* _What you are asked to do_: Restate all entries exactly. Skip the images.

* _Entries shown_:
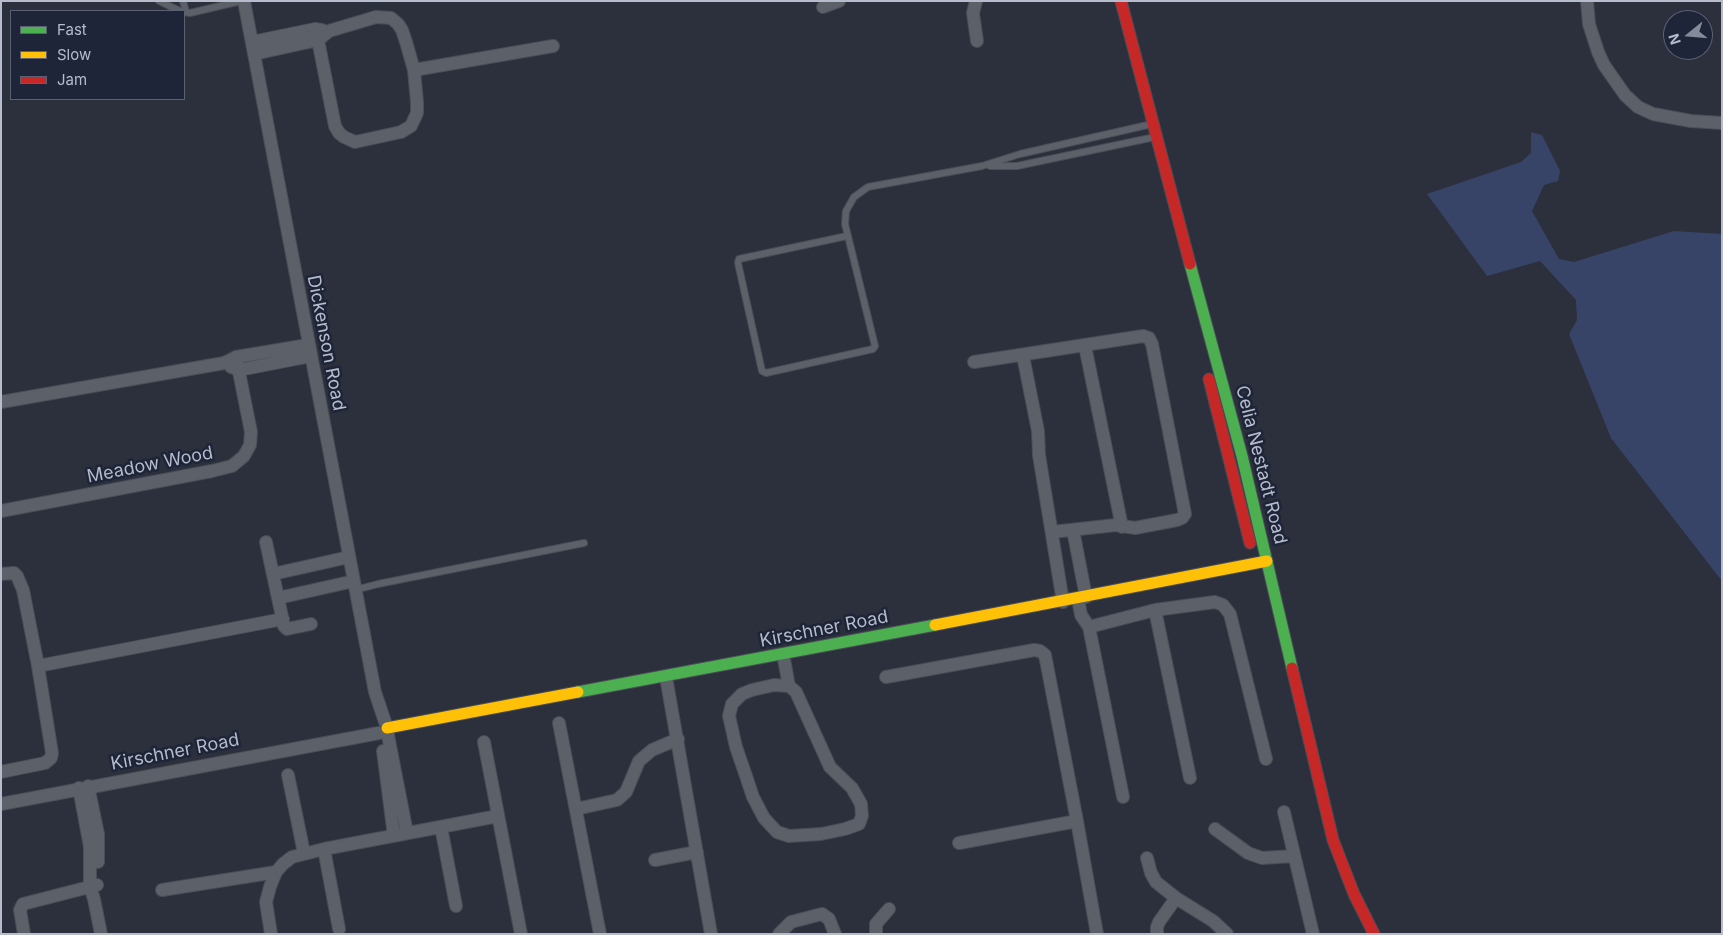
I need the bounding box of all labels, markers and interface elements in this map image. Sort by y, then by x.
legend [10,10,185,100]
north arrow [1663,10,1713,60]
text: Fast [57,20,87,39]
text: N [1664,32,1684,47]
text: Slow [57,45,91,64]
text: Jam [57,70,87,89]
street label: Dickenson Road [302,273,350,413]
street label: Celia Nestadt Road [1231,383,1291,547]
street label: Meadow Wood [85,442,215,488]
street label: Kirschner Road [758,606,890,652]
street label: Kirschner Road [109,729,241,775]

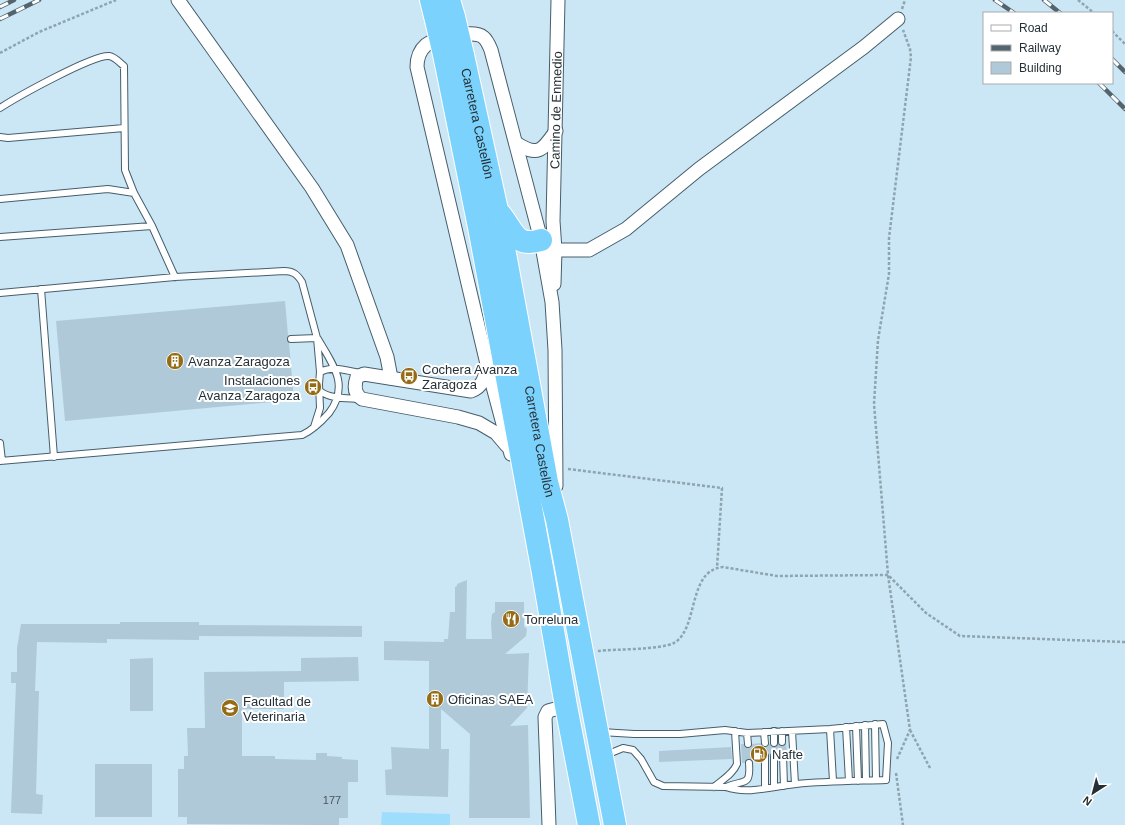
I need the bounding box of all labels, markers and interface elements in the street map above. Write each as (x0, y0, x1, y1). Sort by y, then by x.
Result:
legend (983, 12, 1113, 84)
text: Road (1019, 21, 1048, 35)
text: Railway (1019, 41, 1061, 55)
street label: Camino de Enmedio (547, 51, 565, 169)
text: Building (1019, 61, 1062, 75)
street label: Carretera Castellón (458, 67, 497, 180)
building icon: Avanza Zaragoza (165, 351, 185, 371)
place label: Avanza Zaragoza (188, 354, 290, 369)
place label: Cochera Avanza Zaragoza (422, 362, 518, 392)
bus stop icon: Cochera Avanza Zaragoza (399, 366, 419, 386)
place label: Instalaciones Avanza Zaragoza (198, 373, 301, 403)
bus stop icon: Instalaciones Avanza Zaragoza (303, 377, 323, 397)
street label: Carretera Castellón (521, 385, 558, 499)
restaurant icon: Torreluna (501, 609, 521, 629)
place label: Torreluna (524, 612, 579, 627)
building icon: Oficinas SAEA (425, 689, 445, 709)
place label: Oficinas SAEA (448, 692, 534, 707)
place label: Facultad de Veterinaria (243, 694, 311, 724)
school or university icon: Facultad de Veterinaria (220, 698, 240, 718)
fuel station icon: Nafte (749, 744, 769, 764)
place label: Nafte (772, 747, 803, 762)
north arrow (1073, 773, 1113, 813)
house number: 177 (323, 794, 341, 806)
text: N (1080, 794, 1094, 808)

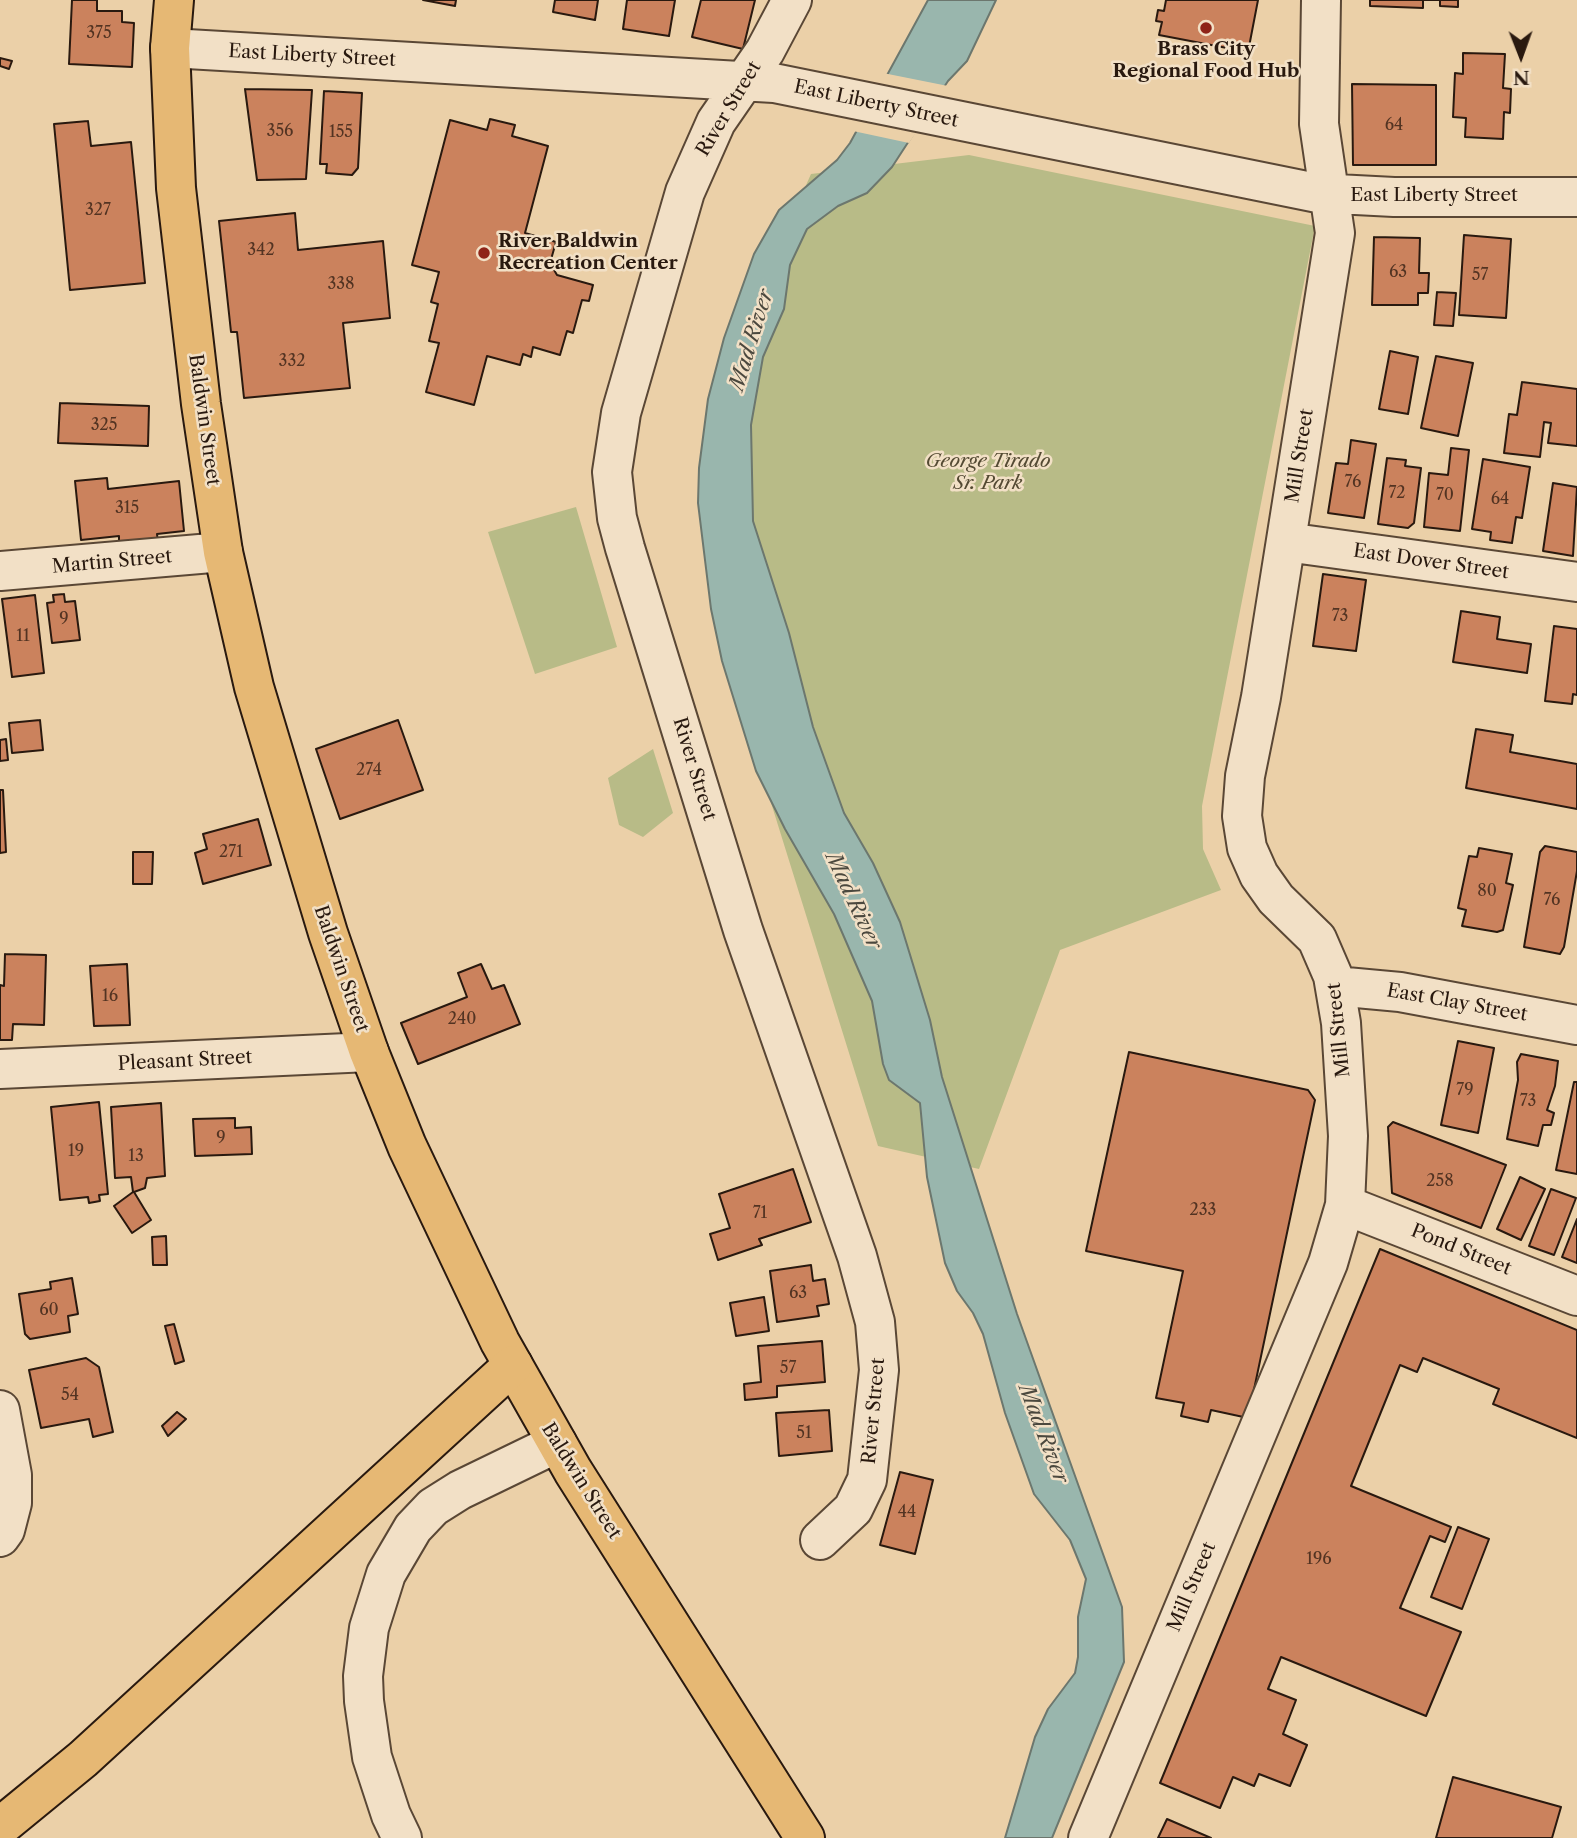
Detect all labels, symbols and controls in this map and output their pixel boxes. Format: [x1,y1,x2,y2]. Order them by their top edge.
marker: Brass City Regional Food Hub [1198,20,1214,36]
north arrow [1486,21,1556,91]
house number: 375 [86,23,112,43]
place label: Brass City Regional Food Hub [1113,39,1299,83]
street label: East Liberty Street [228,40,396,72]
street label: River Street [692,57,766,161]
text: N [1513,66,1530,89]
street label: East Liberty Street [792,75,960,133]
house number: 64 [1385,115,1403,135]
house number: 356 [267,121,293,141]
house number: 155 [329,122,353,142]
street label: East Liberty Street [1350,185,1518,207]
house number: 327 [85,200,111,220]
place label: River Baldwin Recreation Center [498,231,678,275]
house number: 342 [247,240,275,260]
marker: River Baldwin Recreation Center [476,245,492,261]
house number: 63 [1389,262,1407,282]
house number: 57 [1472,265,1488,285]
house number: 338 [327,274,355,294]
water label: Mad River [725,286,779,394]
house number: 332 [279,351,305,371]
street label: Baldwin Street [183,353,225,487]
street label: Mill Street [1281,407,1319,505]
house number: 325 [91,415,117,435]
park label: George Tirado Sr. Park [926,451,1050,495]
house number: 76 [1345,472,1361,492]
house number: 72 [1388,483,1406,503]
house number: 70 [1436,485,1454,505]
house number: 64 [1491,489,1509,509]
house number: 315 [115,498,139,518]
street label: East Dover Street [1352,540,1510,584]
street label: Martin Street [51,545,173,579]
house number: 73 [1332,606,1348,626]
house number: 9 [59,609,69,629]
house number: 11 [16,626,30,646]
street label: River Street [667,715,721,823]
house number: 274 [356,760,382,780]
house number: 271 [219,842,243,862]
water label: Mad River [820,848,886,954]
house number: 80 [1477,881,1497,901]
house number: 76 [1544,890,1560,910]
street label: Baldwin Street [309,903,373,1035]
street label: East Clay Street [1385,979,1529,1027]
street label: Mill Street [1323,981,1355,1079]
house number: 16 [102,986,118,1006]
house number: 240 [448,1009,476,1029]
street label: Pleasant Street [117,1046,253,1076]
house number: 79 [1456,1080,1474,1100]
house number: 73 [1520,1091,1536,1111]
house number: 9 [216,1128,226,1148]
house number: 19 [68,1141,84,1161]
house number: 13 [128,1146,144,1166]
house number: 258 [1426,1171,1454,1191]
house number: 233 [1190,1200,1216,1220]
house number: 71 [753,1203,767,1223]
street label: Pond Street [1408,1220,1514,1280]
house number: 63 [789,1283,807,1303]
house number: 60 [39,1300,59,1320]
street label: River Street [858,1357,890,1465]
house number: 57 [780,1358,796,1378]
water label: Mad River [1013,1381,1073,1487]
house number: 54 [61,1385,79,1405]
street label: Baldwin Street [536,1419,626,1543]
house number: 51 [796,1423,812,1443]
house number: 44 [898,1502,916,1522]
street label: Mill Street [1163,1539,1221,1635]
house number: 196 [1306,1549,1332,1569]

* _Expected answer_:
I need the bounding box of all labels, markers and interface elements in this map image. Sort by y, then by x.
legend [10,10,185,100]
north arrow [1663,10,1713,60]
text: Fast [57,20,87,39]
text: N [1664,32,1684,47]
text: Slow [57,45,91,64]
text: Jam [57,70,87,89]
street label: Dickenson Road [302,273,350,413]
street label: Celia Nestadt Road [1231,383,1291,547]
street label: Meadow Wood [85,442,215,488]
street label: Kirschner Road [758,606,890,652]
street label: Kirschner Road [109,729,241,775]

I need the bounding box of all labels, markers and interface elements in the street map above. Write each as (x0, y0, x1, y1). Sort by y, then by x.
Result:
legend (983, 12, 1113, 84)
text: Road (1019, 21, 1048, 35)
text: Railway (1019, 41, 1061, 55)
street label: Camino de Enmedio (547, 51, 565, 169)
text: Building (1019, 61, 1062, 75)
street label: Carretera Castellón (458, 67, 497, 180)
building icon: Avanza Zaragoza (165, 351, 185, 371)
place label: Avanza Zaragoza (188, 354, 290, 369)
place label: Cochera Avanza Zaragoza (422, 362, 518, 392)
bus stop icon: Cochera Avanza Zaragoza (399, 366, 419, 386)
place label: Instalaciones Avanza Zaragoza (198, 373, 301, 403)
bus stop icon: Instalaciones Avanza Zaragoza (303, 377, 323, 397)
street label: Carretera Castellón (521, 385, 558, 499)
restaurant icon: Torreluna (501, 609, 521, 629)
place label: Torreluna (524, 612, 579, 627)
building icon: Oficinas SAEA (425, 689, 445, 709)
place label: Oficinas SAEA (448, 692, 534, 707)
place label: Facultad de Veterinaria (243, 694, 311, 724)
school or university icon: Facultad de Veterinaria (220, 698, 240, 718)
fuel station icon: Nafte (749, 744, 769, 764)
place label: Nafte (772, 747, 803, 762)
north arrow (1073, 773, 1113, 813)
house number: 177 (323, 794, 341, 806)
text: N (1080, 794, 1094, 808)

Detect all labels, symbols and controls in this map and output their pixel boxes. Format: [x1,y1,x2,y2]. Order them by their top edge.
marker: Brass City Regional Food Hub [1198,20,1214,36]
north arrow [1486,21,1556,91]
house number: 375 [86,23,112,43]
place label: Brass City Regional Food Hub [1113,39,1299,83]
street label: East Liberty Street [228,40,396,72]
street label: River Street [692,57,766,161]
text: N [1513,66,1530,89]
street label: East Liberty Street [792,75,960,133]
house number: 64 [1385,115,1403,135]
house number: 356 [267,121,293,141]
house number: 155 [329,122,353,142]
street label: East Liberty Street [1350,185,1518,207]
house number: 327 [85,200,111,220]
place label: River Baldwin Recreation Center [498,231,678,275]
house number: 342 [247,240,275,260]
marker: River Baldwin Recreation Center [476,245,492,261]
house number: 63 [1389,262,1407,282]
house number: 57 [1472,265,1488,285]
house number: 338 [327,274,355,294]
water label: Mad River [725,286,779,394]
house number: 332 [279,351,305,371]
street label: Baldwin Street [183,353,225,487]
street label: Mill Street [1281,407,1319,505]
house number: 325 [91,415,117,435]
park label: George Tirado Sr. Park [926,451,1050,495]
house number: 76 [1345,472,1361,492]
house number: 72 [1388,483,1406,503]
house number: 70 [1436,485,1454,505]
house number: 64 [1491,489,1509,509]
house number: 315 [115,498,139,518]
street label: East Dover Street [1352,540,1510,584]
street label: Martin Street [51,545,173,579]
house number: 73 [1332,606,1348,626]
house number: 9 [59,609,69,629]
house number: 11 [16,626,30,646]
street label: River Street [667,715,721,823]
house number: 274 [356,760,382,780]
house number: 271 [219,842,243,862]
water label: Mad River [820,848,886,954]
house number: 80 [1477,881,1497,901]
house number: 76 [1544,890,1560,910]
street label: Baldwin Street [309,903,373,1035]
street label: East Clay Street [1385,979,1529,1027]
street label: Mill Street [1323,981,1355,1079]
house number: 16 [102,986,118,1006]
house number: 240 [448,1009,476,1029]
street label: Pleasant Street [117,1046,253,1076]
house number: 79 [1456,1080,1474,1100]
house number: 73 [1520,1091,1536,1111]
house number: 9 [216,1128,226,1148]
house number: 19 [68,1141,84,1161]
house number: 13 [128,1146,144,1166]
house number: 258 [1426,1171,1454,1191]
house number: 233 [1190,1200,1216,1220]
house number: 71 [753,1203,767,1223]
street label: Pond Street [1408,1220,1514,1280]
house number: 63 [789,1283,807,1303]
house number: 60 [39,1300,59,1320]
street label: River Street [858,1357,890,1465]
house number: 57 [780,1358,796,1378]
water label: Mad River [1013,1381,1073,1487]
house number: 54 [61,1385,79,1405]
street label: Baldwin Street [536,1419,626,1543]
house number: 51 [796,1423,812,1443]
house number: 44 [898,1502,916,1522]
street label: Mill Street [1163,1539,1221,1635]
house number: 196 [1306,1549,1332,1569]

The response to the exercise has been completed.